Report each line from the entries in which "rows" can be found.

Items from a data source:

####################

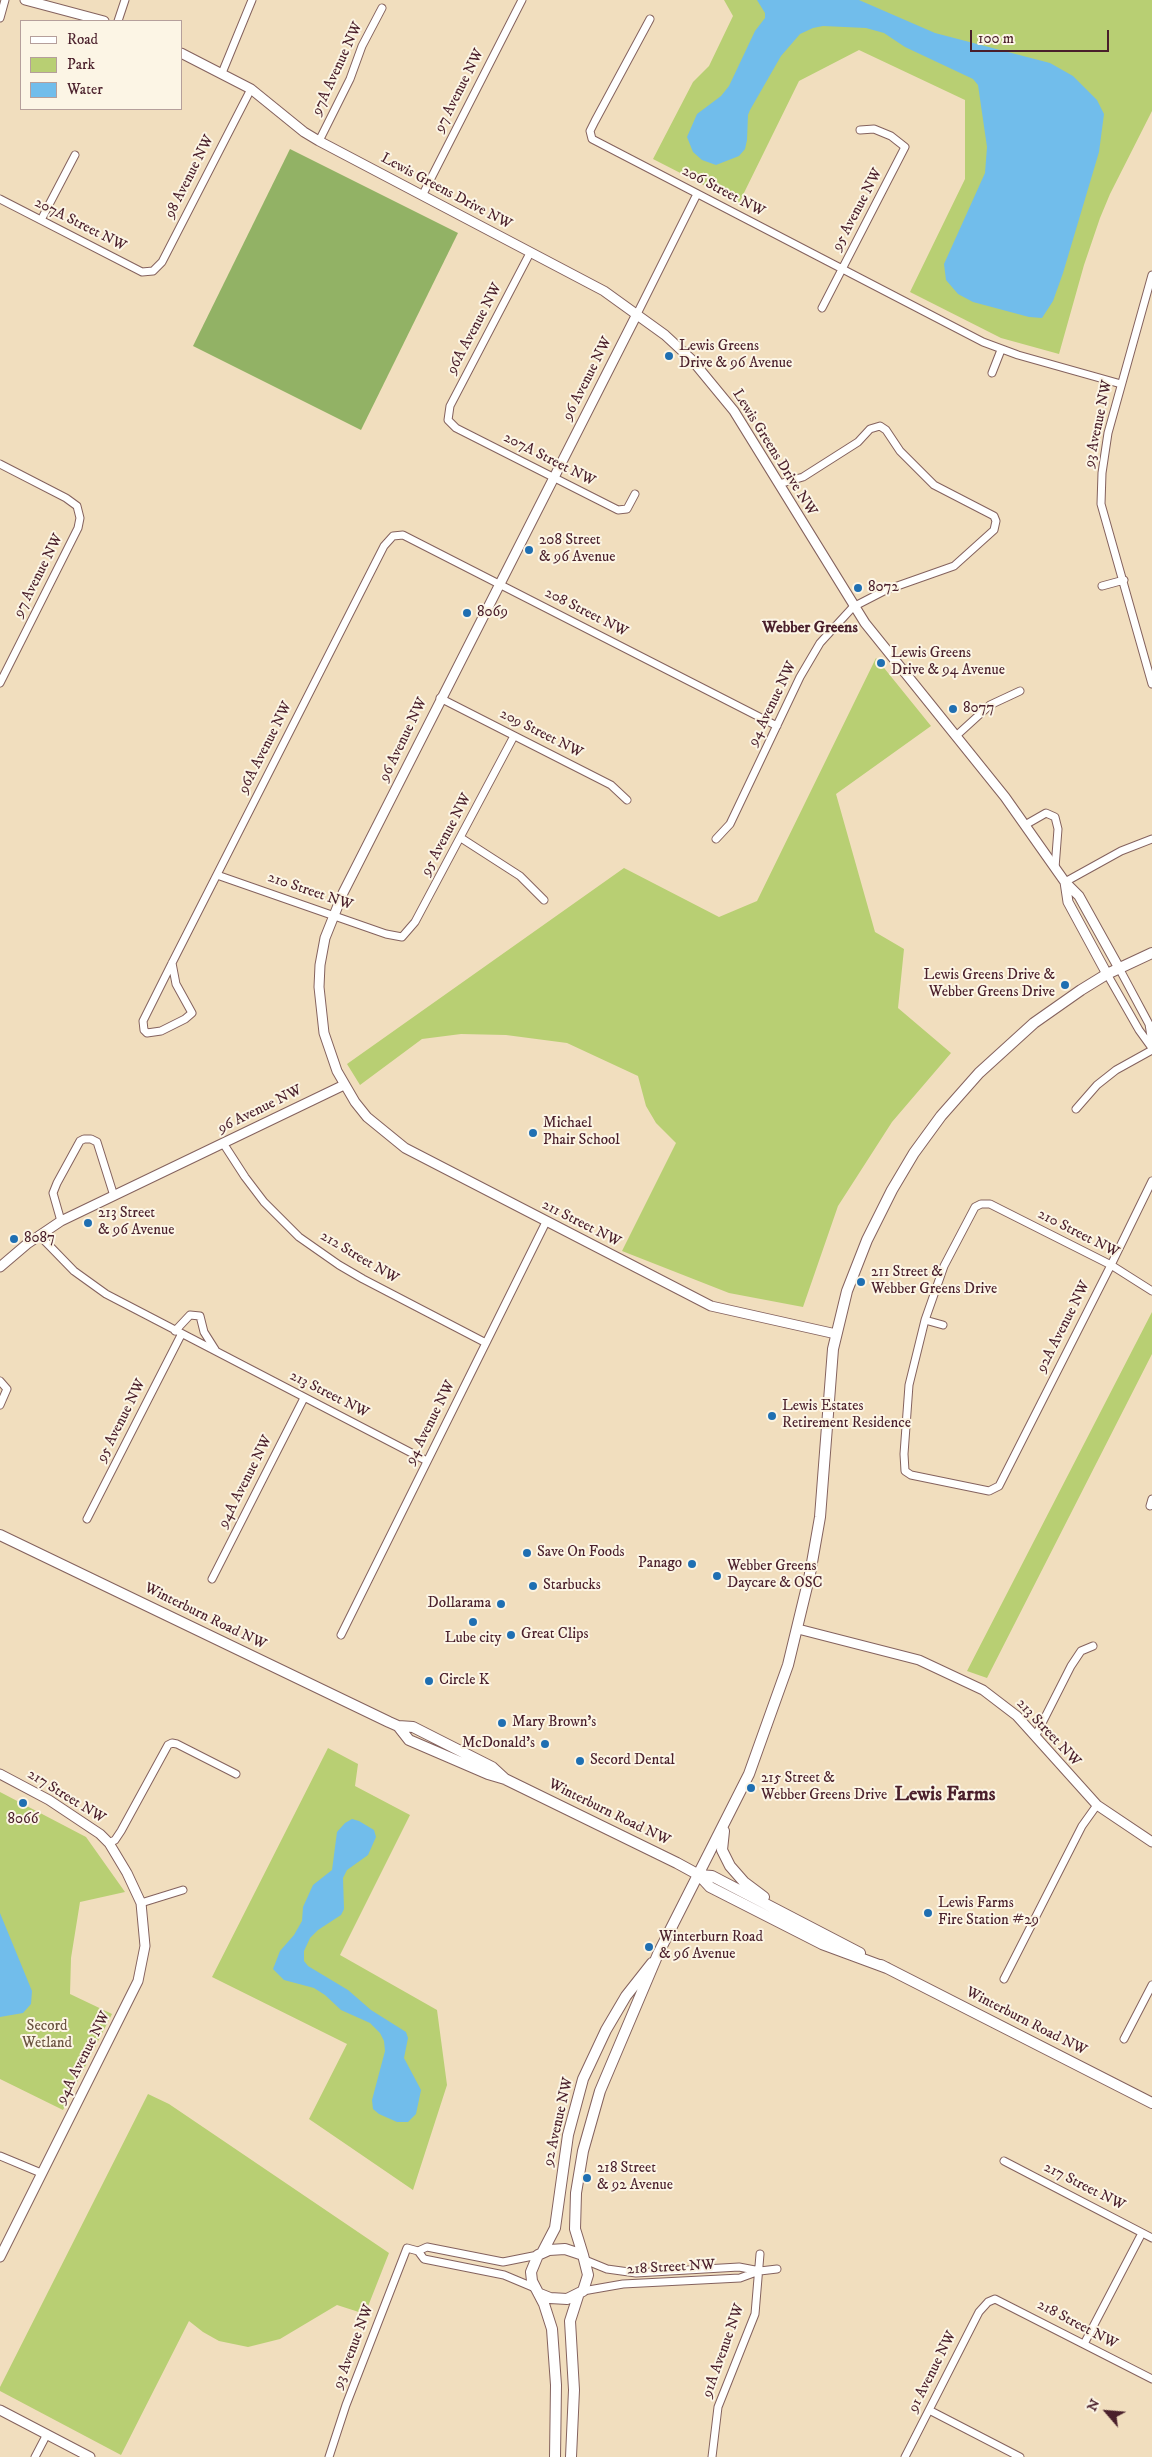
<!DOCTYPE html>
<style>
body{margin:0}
#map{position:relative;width:1152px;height:2457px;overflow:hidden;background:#f1debe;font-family:"IM FELL DW Pica",serif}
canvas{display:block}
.legend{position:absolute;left:20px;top:20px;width:162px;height:90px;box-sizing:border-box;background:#fcf5e5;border:1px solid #b59f9b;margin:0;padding:6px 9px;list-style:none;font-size:15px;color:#4a1f2b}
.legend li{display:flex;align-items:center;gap:10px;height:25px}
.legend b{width:25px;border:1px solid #b59f9b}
.north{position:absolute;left:1082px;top:2387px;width:50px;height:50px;-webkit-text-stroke:4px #fcf5e5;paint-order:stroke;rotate:297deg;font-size:14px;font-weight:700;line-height:20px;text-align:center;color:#4a1f2b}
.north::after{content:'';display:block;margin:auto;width:18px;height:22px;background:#4a1f2b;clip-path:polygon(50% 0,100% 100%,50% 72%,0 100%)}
.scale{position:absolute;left:970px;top:30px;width:139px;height:22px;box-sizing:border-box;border:2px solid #4a1f2b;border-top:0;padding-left:6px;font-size:15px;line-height:18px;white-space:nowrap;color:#4a1f2b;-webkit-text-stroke:4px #fcf5e5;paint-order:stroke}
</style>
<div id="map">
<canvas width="1152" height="2457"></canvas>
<ul class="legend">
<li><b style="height:6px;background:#fff"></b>Road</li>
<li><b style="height:14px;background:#b8cf73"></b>Park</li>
<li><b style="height:14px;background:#71bdeb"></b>Water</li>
</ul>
<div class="north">N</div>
<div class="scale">100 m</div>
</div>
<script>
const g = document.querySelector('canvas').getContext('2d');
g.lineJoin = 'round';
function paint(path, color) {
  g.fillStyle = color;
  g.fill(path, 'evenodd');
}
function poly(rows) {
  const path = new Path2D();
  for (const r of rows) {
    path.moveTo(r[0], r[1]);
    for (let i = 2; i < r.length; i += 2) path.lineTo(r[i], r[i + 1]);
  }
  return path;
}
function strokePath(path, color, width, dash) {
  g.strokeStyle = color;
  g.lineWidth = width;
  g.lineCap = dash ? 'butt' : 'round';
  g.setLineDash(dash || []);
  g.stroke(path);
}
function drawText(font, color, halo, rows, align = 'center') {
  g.font = font + ' "IM FELL DW Pica",serif';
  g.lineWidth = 4;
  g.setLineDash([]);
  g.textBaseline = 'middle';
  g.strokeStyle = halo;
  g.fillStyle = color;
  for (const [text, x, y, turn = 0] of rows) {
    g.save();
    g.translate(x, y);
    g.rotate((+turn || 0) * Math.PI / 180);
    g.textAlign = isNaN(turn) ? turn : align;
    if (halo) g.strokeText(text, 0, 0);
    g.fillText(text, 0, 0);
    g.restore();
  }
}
const green = poly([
 [724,0,1152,0,1152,111,1110,194,1100,218,1084,265,1059,354,1001,338,910,292,965,179,965,100,859,50,799,81,739,203,653,159,693,82,709,66,733,16],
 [876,658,931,726,836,794,875,932,904,949,898,1008,951,1053,892,1122,838,1206,803,1307,729,1293,622,1251,676,1143,656,1123,646,1106,638,1076,567,1043,506,1035,461,1034,422,1039,360,1085,347,1064,624,868,719,917,757,901],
 [1152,1312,1152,1354,987,1678,967,1671],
 [328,1748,358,1764,355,1786,410,1815,340,1955,437,2010,447,2085,413,2190,309,2119,347,2044,212,1977],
 [0,1792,86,1837,125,1892,80,1902,71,1958,70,1994,112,2014,63,2110,0,2079],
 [148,2094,169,2104,389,2253,365,2314,337,2305,280,2339,248,2347,219,2341,203,2332,189,2321,121,2455,0,2391,0,2387]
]);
const forest = poly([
 [290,149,458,233,361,430,193,346]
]);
const water = poly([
 [757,0,859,0,935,33,1050,63,1073,76,1097,100,1104,114,1099,152,1063,273,1053,301,1042,318,1029,317,973,302,958,294,946,280,944,264,985,173,987,147,978,85,973,79,905,47,884,33,866,28,823,26,813,28,800,34,781,56,750,110,748,115,747,140,745,149,739,156,716,165,702,160,693,152,687,137,697,114,721,96,729,86,755,31,765,18,765,13],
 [352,1819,359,1821,374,1830,376,1837,368,1855,347,1870,343,1878,344,1909,341,1915,318,1930,310,1938,304,1951,304,1961,308,1966,348,1990,371,2010,406,2032,408,2038,404,2058,421,2090,416,2114,408,2122,397,2122,379,2114,373,2109,372,2100,385,2051,384,2041,380,2033,370,2023,341,2010,325,1995,314,1988,284,1980,273,1969,280,1951,294,1935,302,1921,303,1907,313,1885,332,1870,337,1832,345,1823],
 [0,1913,32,1991,31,2004,23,2013,0,2017]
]);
const minor = poly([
 [0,18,5,0],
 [650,19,595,121,590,131,592,139,983,342,1018,355,1121,384],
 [118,21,125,0],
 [222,73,252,0],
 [319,141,350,79,362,46,382,8],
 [423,194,522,0],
 [0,199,142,272,153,271,162,262,251,89],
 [41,220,75,155],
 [530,253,450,406,448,420,456,428,618,510,627,509,635,494],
 [1152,275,1108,433,1102,473,1101,504,1152,684],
 [822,308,905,147,891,136,874,129,860,130],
 [637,314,697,194],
 [992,373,1001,350],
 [0,464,66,498,77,506,80,518,78,528,0,683],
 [1102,586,1124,580],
 [440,698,611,785,627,800],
 [956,736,990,705,1020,691],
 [1025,825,1046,813,1055,817,1058,829,1055,868],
 [461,838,520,876,544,900],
 [716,839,730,824,800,677,820,643,853,607,886,590,954,566,994,530,996,521,994,516,934,485,900,451,886,430,880,426,870,429,858,442,803,477,779,484],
 [217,875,386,934,402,937,415,922,514,736],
 [1065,882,1121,851,1152,839],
 [172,963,176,984,192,1013,185,1019,161,1031,147,1033,144,1030,143,1021,172,963,384,546,393,536,403,535,777,726],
 [1119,968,1149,1024,1152,1043],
 [1107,974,1139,1030,1152,1048],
 [1076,1109,1097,1085,1116,1070,1152,1050],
 [223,1143,245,1177,264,1202,299,1237,339,1265,363,1279,486,1343],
 [1152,1181,1111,1265,999,1486,989,1491,911,1475,905,1471,904,1454,909,1385,925,1320,944,1266,975,1207,981,1204,990,1204,1111,1265,1152,1291],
 [61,1221,53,1193,57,1183,80,1141,84,1139,91,1139,97,1142,114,1196],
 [39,1235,74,1271,106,1294,427,1461],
 [925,1320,943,1325],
 [175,1331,190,1315,200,1316,204,1332,216,1351],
 [0,1381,7,1389,0,1405],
 [1150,1506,1152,1499],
 [87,1519,181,1335],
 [212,1579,304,1398],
 [341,1635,546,1222],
 [1036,1735,1071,1666,1081,1651,1093,1646],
 [109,1843,115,1840,121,1831,168,1745,172,1743,177,1744,236,1774],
 [141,1903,183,1890],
 [1004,1979,1082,1826,1097,1805],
 [1124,2039,1152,1985],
 [0,2156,41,2173],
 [1004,2161,1152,2238],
 [418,2251,427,2247,503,2262,538,2255],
 [585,2260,607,2269,636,2273,739,2267,760,2271,777,2269],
 [583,2291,623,2284,740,2278,759,2271],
 [1084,2344,1142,2233],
 [929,2410,1020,2457],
 [35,2457,47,2434],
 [329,2457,346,2405,407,2248,418,2251,424,2259,504,2275,535,2288],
 [712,2457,718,2407,755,2314,760,2254],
 [905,2457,979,2312,988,2302,995,2299,1152,2379]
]);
const tertiary = poly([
 [25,0,104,21],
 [181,53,251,89,304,132,319,141,604,291,665,335,692,360,734,411,865,623,1005,797,1065,882,1079,896,1119,968],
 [637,314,343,893,325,938,320,965,319,987,324,1033,337,1071,355,1102,367,1117,405,1148,711,1306,836,1334],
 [1065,882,1068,902,1107,974],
 [0,1267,27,1244,61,1221,344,1085],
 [798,1629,919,1660,983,1690,1017,1716,1097,1805,1152,1842],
 [0,1774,49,1800,100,1834,109,1843,127,1873,141,1903,145,1946,138,1981,0,2257],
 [0,2410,90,2457]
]);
const secondary = poly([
 [0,1535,389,1722,398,1726,413,1727,492,1767,505,1779],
 [398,1726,409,1740,488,1774,505,1779,677,1863,699,1875,710,1887,822,1944,887,1968],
 [724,1831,722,1850,730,1866,744,1882,764,1897],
 [699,1875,712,1876,860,1953],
 [881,1965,1152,2103],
 [542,2253,555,2228,568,2135,583,2079,606,2030,626,1996,652,1963],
 [583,2255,575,2229,576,2193,583,2151,600,2091,658,1954,749,1774,788,1665,810,1574,820,1517,833,1349,847,1291,867,1240,892,1190,914,1153,941,1116,979,1073,1034,1023,1081,990,1107,974,1152,953],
 [540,2294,550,2298,567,2299,583,2291,588,2275,583,2255,565,2249,549,2250,538,2255,531,2272,532,2281,544,2304,552,2329,556,2385,555,2457],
 [571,2457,574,2390,570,2321,578,2296]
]);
const markers = [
 [669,356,5,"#1f6fb2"],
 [529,550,5,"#1f6fb2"],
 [858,588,5,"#1f6fb2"],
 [467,613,5,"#1f6fb2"],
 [881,663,5,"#1f6fb2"],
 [953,709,5,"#1f6fb2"],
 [1065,985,5,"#1f6fb2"],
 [533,1133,5,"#1f6fb2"],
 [88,1223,5,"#1f6fb2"],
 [14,1239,5,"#1f6fb2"],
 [861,1282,5,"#1f6fb2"],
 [772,1416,5,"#1f6fb2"],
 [527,1553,5,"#1f6fb2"],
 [692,1564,5,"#1f6fb2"],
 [717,1576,5,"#1f6fb2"],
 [533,1586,5,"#1f6fb2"],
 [501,1604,5,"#1f6fb2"],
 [473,1622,5,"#1f6fb2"],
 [511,1635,5,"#1f6fb2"],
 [429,1681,5,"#1f6fb2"],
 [502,1723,5,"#1f6fb2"],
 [545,1744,5,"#1f6fb2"],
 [580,1761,5,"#1f6fb2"],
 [751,1788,5,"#1f6fb2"],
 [23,1803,5,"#1f6fb2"],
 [928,1913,5,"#1f6fb2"],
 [649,1947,5,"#1f6fb2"],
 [587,2178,5,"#1f6fb2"]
];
const streetNames = [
 ["97A Avenue NW",338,69,-65],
 ["97 Avenue NW",460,91,-63],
 ["98 Avenue NW",190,177,-63],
 ["Lewis Greens Drive NW",446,192,28],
 ["206 Street NW",723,192,28],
 ["95 Avenue NW",858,210,-62],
 ["207A Street NW",80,225,27],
 ["96A Avenue NW",475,329,-62],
 ["96 Avenue NW",588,379,-63],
 ["93 Avenue NW",1099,424,-78],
 ["Lewis Greens Drive NW",774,453,58],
 ["207A Street NW",549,460,27],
 ["97 Avenue NW",39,576,-63],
 ["208 Street NW",586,613,27],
 ["94 Avenue NW",773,704,-64],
 ["209 Street NW",541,734,27],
 ["96 Avenue NW",404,740,-64],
 ["96A Avenue NW",266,748,-63],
 ["95 Avenue NW",447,835,-62],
 ["210 Street NW",310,892,19],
 ["96 Avenue NW",260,1110,-26],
 ["211 Street NW",581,1224,27],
 ["210 Street NW",1078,1234,27],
 ["212 Street NW",359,1258,31],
 ["92A Avenue NW",1064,1327,-63],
 ["213 Street NW",329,1395,27],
 ["95 Avenue NW",122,1421,-63],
 ["94 Avenue NW",431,1423,-63],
 ["94A Avenue NW",246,1482,-63],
 ["Winterburn Road NW",205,1617,26],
 ["213 Street NW",1048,1733,47],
 ["217 Street NW",66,1797,32],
 ["Winterburn Road NW",609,1813,26],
 ["Winterburn Road NW",1026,2022,27],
 ["94A Avenue NW",84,2058,-63],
 ["92 Avenue NW",559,2122,-77],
 ["217 Street NW",1084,2187,27],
 ["218 Street NW",671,2268,-3],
 ["218 Street NW",1077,2325,28],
 ["93 Avenue NW",354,2347,-69],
 ["91A Avenue NW",724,2351,-70],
 ["91 Avenue NW",933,2372,-63]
];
const poiNames = [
 ["Lewis Greens",679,347],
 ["Drive & 96 Avenue",679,364],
 ["208 Street",539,541],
 ["& 96 Avenue",539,558],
 ["8072",868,588],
 ["8069",477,613],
 ["Lewis Greens",891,654],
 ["Drive & 94 Avenue",891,671],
 ["8077",963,709],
 ["Lewis Greens Drive &",1055,976,"right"],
 ["Webber Greens Drive",1055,993,"right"],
 ["Michael",543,1124],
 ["Phair School",543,1141],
 ["213 Street",98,1214],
 ["& 96 Avenue",98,1231],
 ["8087",24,1239],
 ["211 Street &",871,1273],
 ["Webber Greens Drive",871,1290],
 ["Lewis Estates",782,1407],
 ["Retirement Residence",782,1424],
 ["Save On Foods",537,1553],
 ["Panago",682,1564,"right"],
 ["Webber Greens",727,1567],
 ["Daycare & OSC",727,1584],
 ["Starbucks",543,1586],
 ["Dollarama",491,1604,"right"],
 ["Great Clips",521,1635],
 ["Lube city",473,1639,"center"],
 ["Circle K",439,1681],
 ["Mary Brown's",512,1723],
 ["McDonald's",535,1744,"right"],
 ["Secord Dental",590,1761],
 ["215 Street &",761,1779],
 ["Webber Greens Drive",761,1796],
 ["8066",23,1820,"center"],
 ["Lewis Farms",938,1904],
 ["Fire Station #29",938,1921],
 ["Winterburn Road",659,1938],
 ["& 96 Avenue",659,1955],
 ["218 Street",597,2169],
 ["& 92 Avenue",597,2186]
];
const parkNames = [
 ["Secord",47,2027],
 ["Wetland",47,2044]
];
const neighbourhoodNames = [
 ["Webber Greens",810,629]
];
const districtNames = [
 ["Lewis Farms",945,1796]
];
paint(green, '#b8cf73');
paint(forest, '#92b265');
paint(water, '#71bdeb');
strokePath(minor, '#84625e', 9);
strokePath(tertiary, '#84625e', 11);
strokePath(secondary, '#84625e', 12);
strokePath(minor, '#fff', 7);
strokePath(tertiary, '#fff', 9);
strokePath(secondary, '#fff', 10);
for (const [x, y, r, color] of markers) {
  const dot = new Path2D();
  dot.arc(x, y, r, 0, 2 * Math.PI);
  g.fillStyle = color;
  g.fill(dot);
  strokePath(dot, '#fcf5e5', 2);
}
drawText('15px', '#4a1f2b', '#fcf5e5', streetNames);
drawText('15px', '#4a1f2b', '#fcf5e5', poiNames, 'left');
drawText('15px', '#6b5441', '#fcf5e5', parkNames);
drawText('bold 16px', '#4a1f2b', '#fcf5e5', neighbourhoodNames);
drawText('bold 20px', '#4a1f2b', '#fcf5e5', districtNames);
</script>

####################

**Result for this exercise:**
function poly(rows) {
  for (const r of rows) {
function drawText(font, color, halo, rows, align = 'center') {
  for (const [text, x, y, turn = 0] of rows) {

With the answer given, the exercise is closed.